This includes tight global markets and continued commodity price volatility. As a result, over the longer term, we expect that North American energy supply will continue to play a key role in meeting global demand growth, and the Permian is positioned to drive a vast majority of US production growth. It's against this macro backdrop that we expect to generate significant cash flow on a multiyear basis, supported by our integrated business model from producing regions to key market and export hubs. We have a very flexible asset footprint with operating leverage, particularly in the Permian, and modest capital investment needs for a number of years to come. With that, I'll turn the call over to Al.

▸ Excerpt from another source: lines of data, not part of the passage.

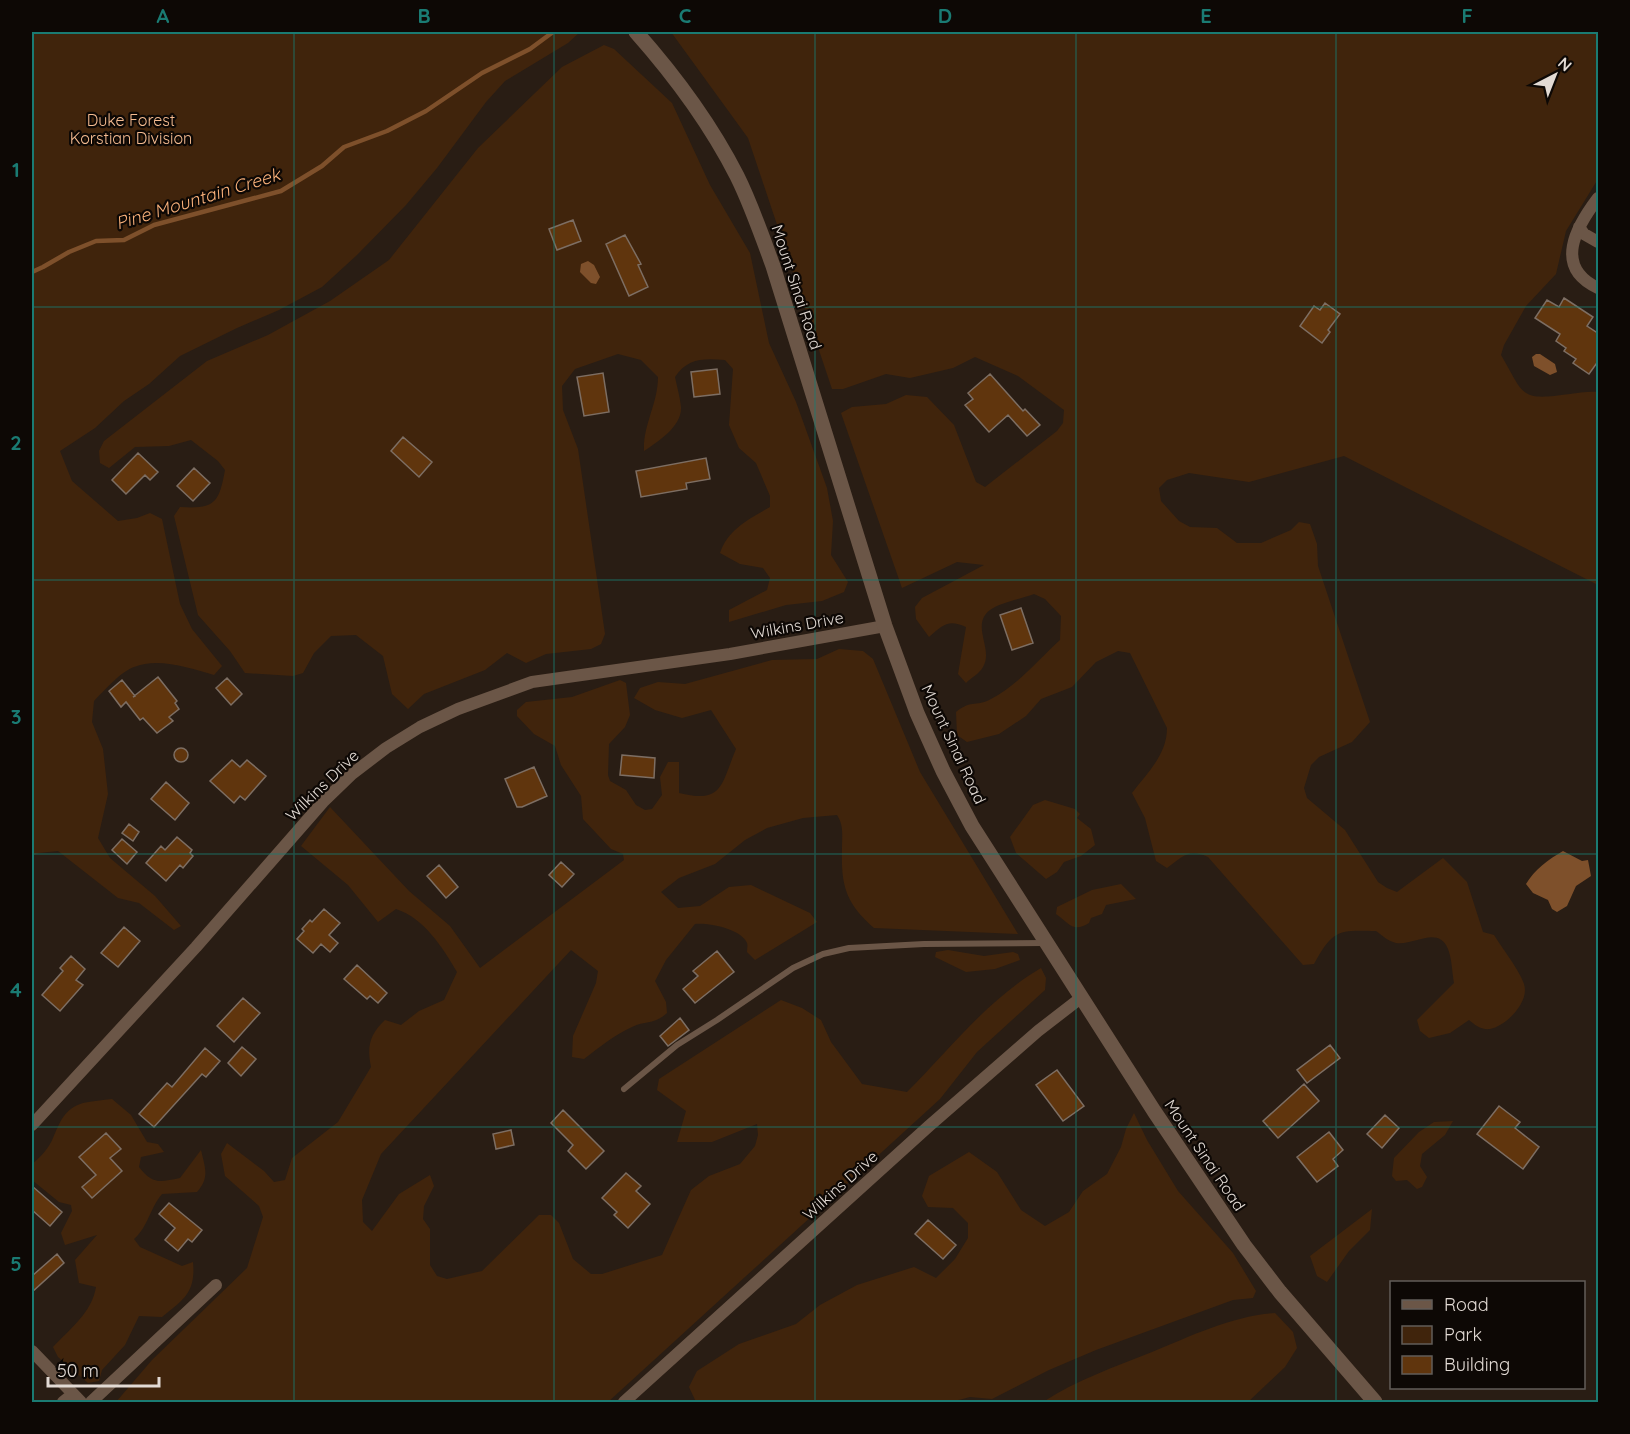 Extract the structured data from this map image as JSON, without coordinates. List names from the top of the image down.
{
  "streets": {
    "street": ["Mount Sinai Road", "Wilkins Drive"]
  },
  "crossings": [
    ["Mount Sinai Road", "Wilkins Drive"]
  ],
  "water": ["Pine Mountain Creek"],
  "parks": ["Duke Forest Korstian Division"],
  "legend": ["Road", "Park", "Building"],
  "scale_bar": "50 m",
  "north": "top right",
  "grid": {
    "columns": [
      "A",
      "B",
      "C",
      "D",
      "E",
      "F"
    ],
    "rows": [
      "1",
      "2",
      "3",
      "4",
      "5"
    ]
  }
} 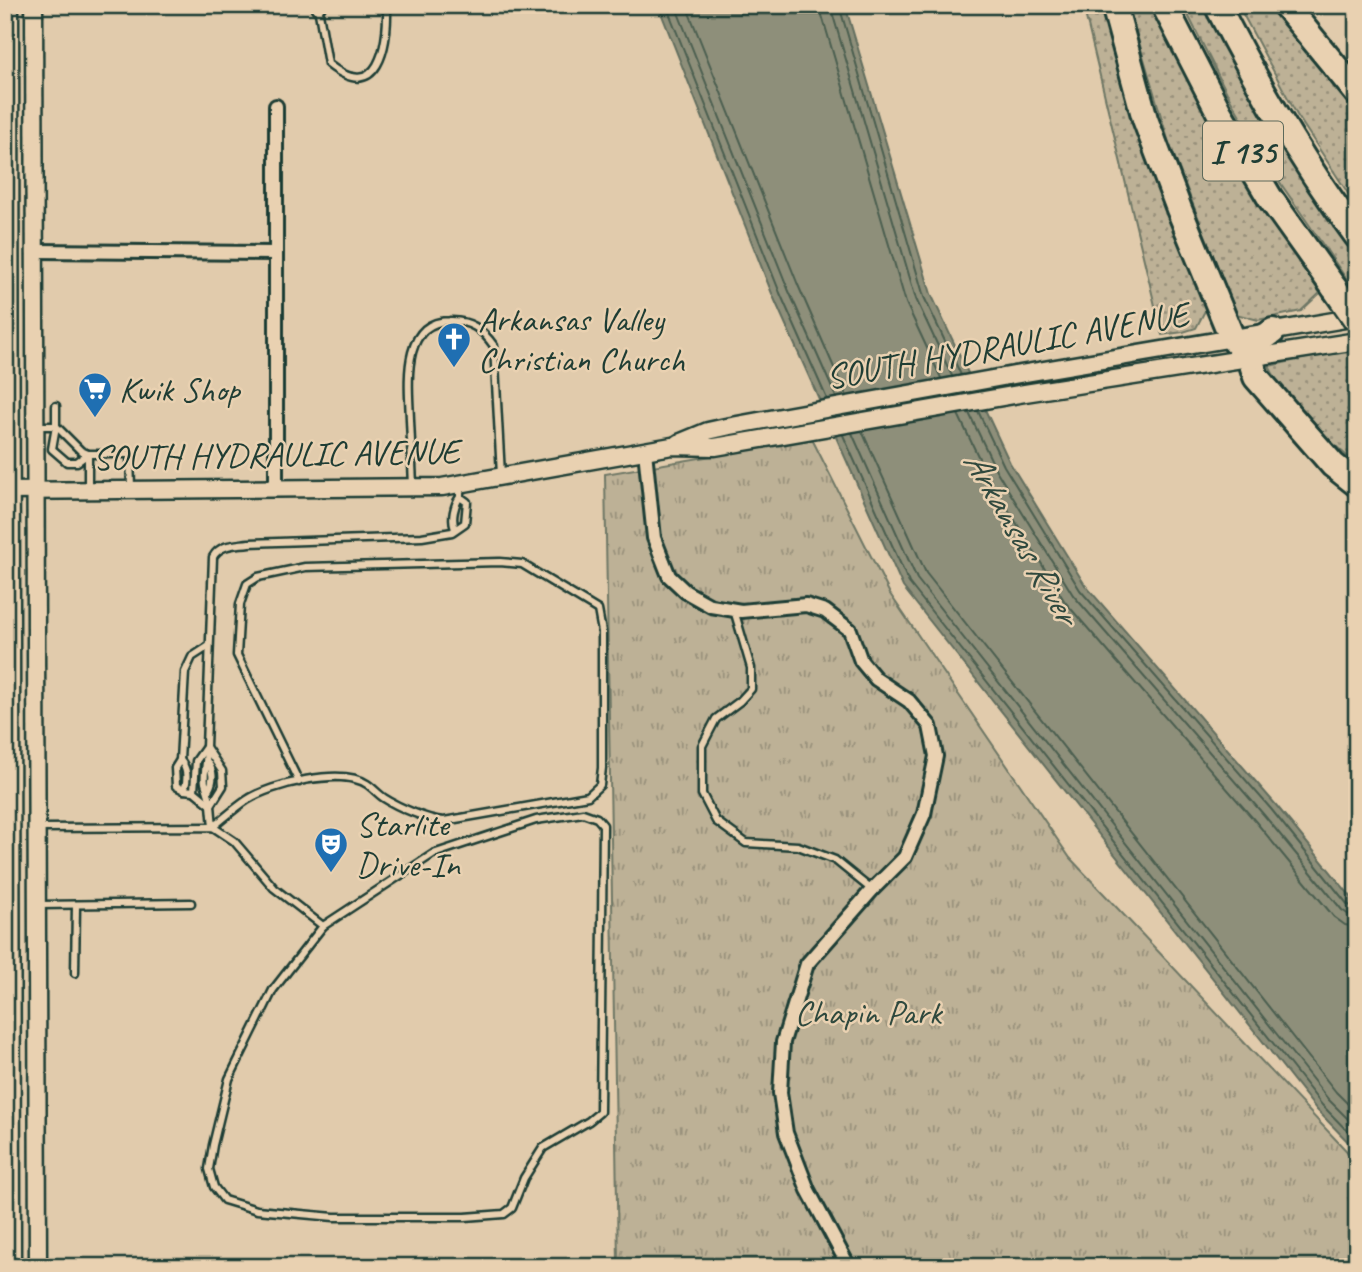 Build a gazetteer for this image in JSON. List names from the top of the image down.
{
  "streets": {
    "highway": ["I 135"],
    "street": ["SOUTH HYDRAULIC AVENUE"]
  },
  "crossings": [
    ["I 135", "SOUTH HYDRAULIC AVENUE"]
  ],
  "water": ["Arkansas River"],
  "parks": ["Chapin Park"],
  "places": {
    "church": ["Arkansas Valley Christian Church"],
    "supermarket": ["Kwik Shop"],
    "theatre": ["Starlite Drive-In"]
  }
} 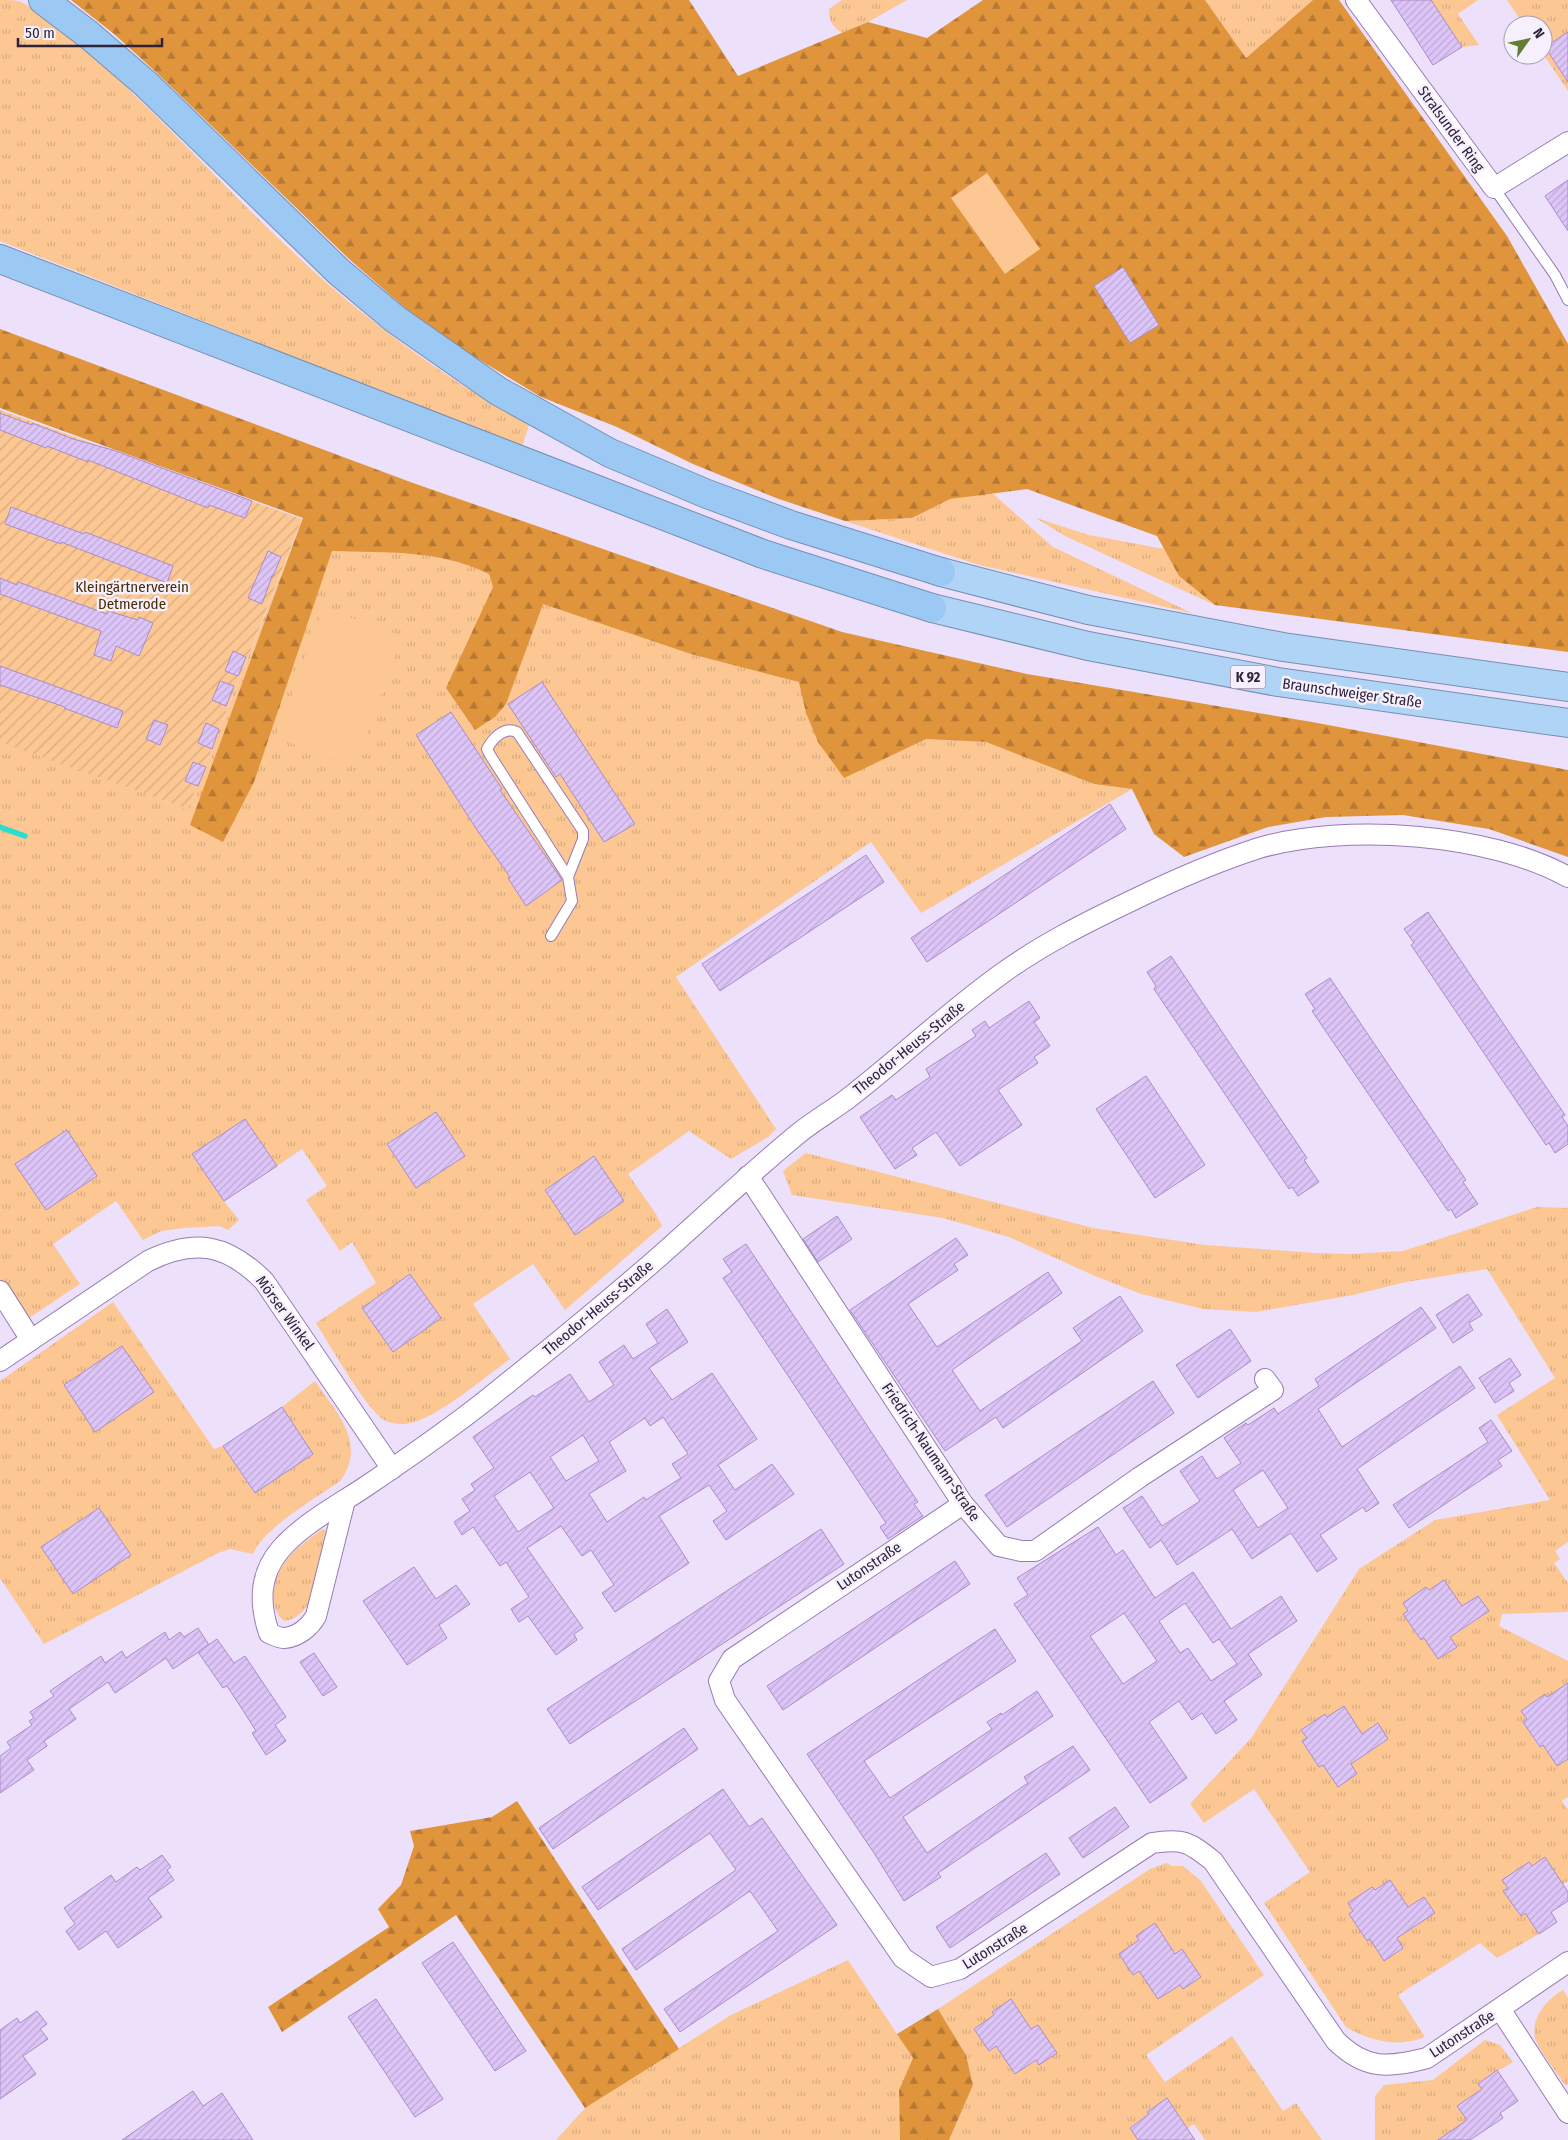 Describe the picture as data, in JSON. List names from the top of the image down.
{
  "streets": {
    "highway": ["K 92", "Braunschweiger Straße"],
    "street": [
      "Stralsunder Ring",
      "Theodor-Heuss-Straße",
      "Mörser Winkel",
      "Friedrich-Naumann-Straße",
      "Lutonstraße"
    ]
  },
  "crossings": [
    ["Theodor-Heuss-Straße", "Mörser Winkel"],
    ["Theodor-Heuss-Straße", "Friedrich-Naumann-Straße"],
    ["Friedrich-Naumann-Straße", "Lutonstraße"]
  ],
  "parks": ["Kleingärtnerverein Detmerode"],
  "scale_bar": "50 m",
  "north": "top right"
} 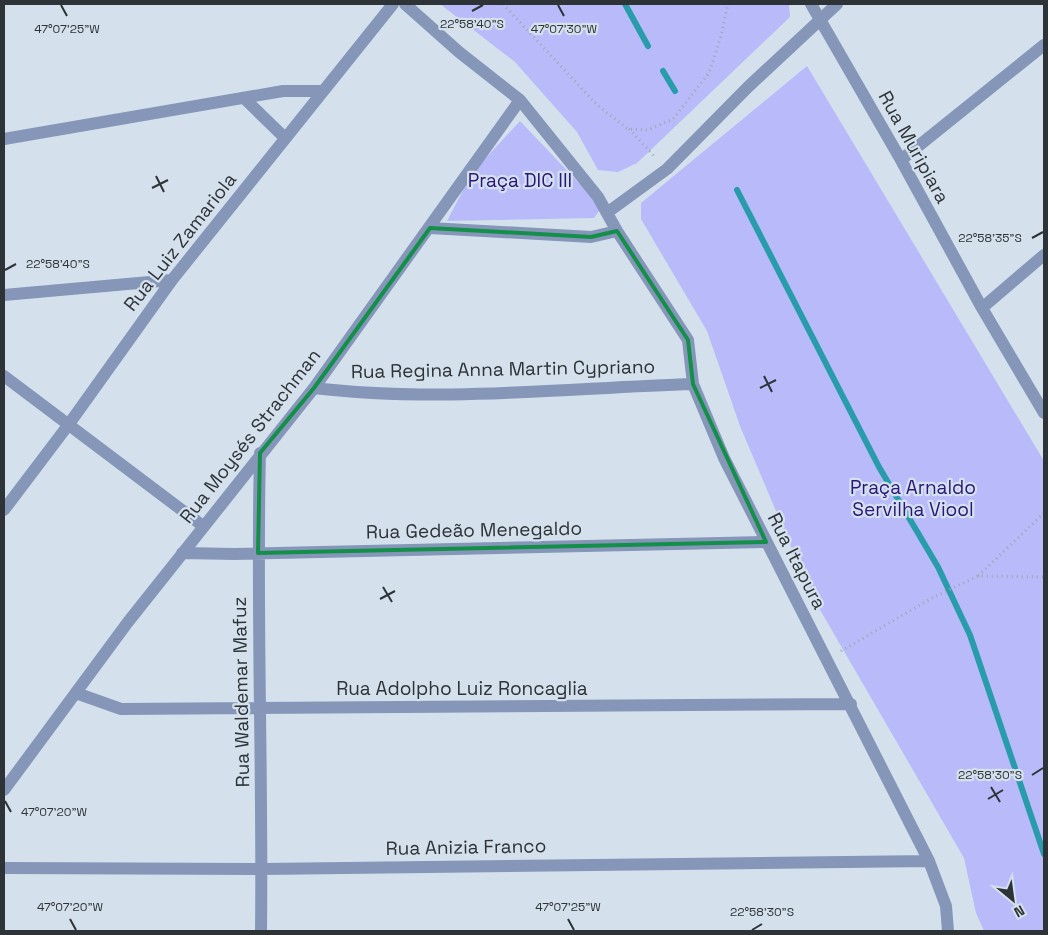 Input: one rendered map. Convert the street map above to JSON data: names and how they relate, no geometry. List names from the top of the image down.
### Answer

Thanks, Willie. To open my portion of the call, I will share a few comments on our new crude oil and NGL reporting segments, as well as the treatment of non-controlling interests within our reporting. Our new segments are reflective of how we view and run our integrated crude oil and NGL systems, aggregating supply from producers, delivering to end market demand, and all the steps in between. We believe the new segments will provide better visibility and transparency into the drivers of our overall business and reduce inter-segment activity. Additional information regarding the new segments will be disclosed in our 2021 10-K filing. As a reference tool, we have included a number of segment-specific materials within the appendix of today's presentation, including historical, financial, and operating information by quarter. As a reminder, our NGL segment typically generates seasonally stronger results during the winter months.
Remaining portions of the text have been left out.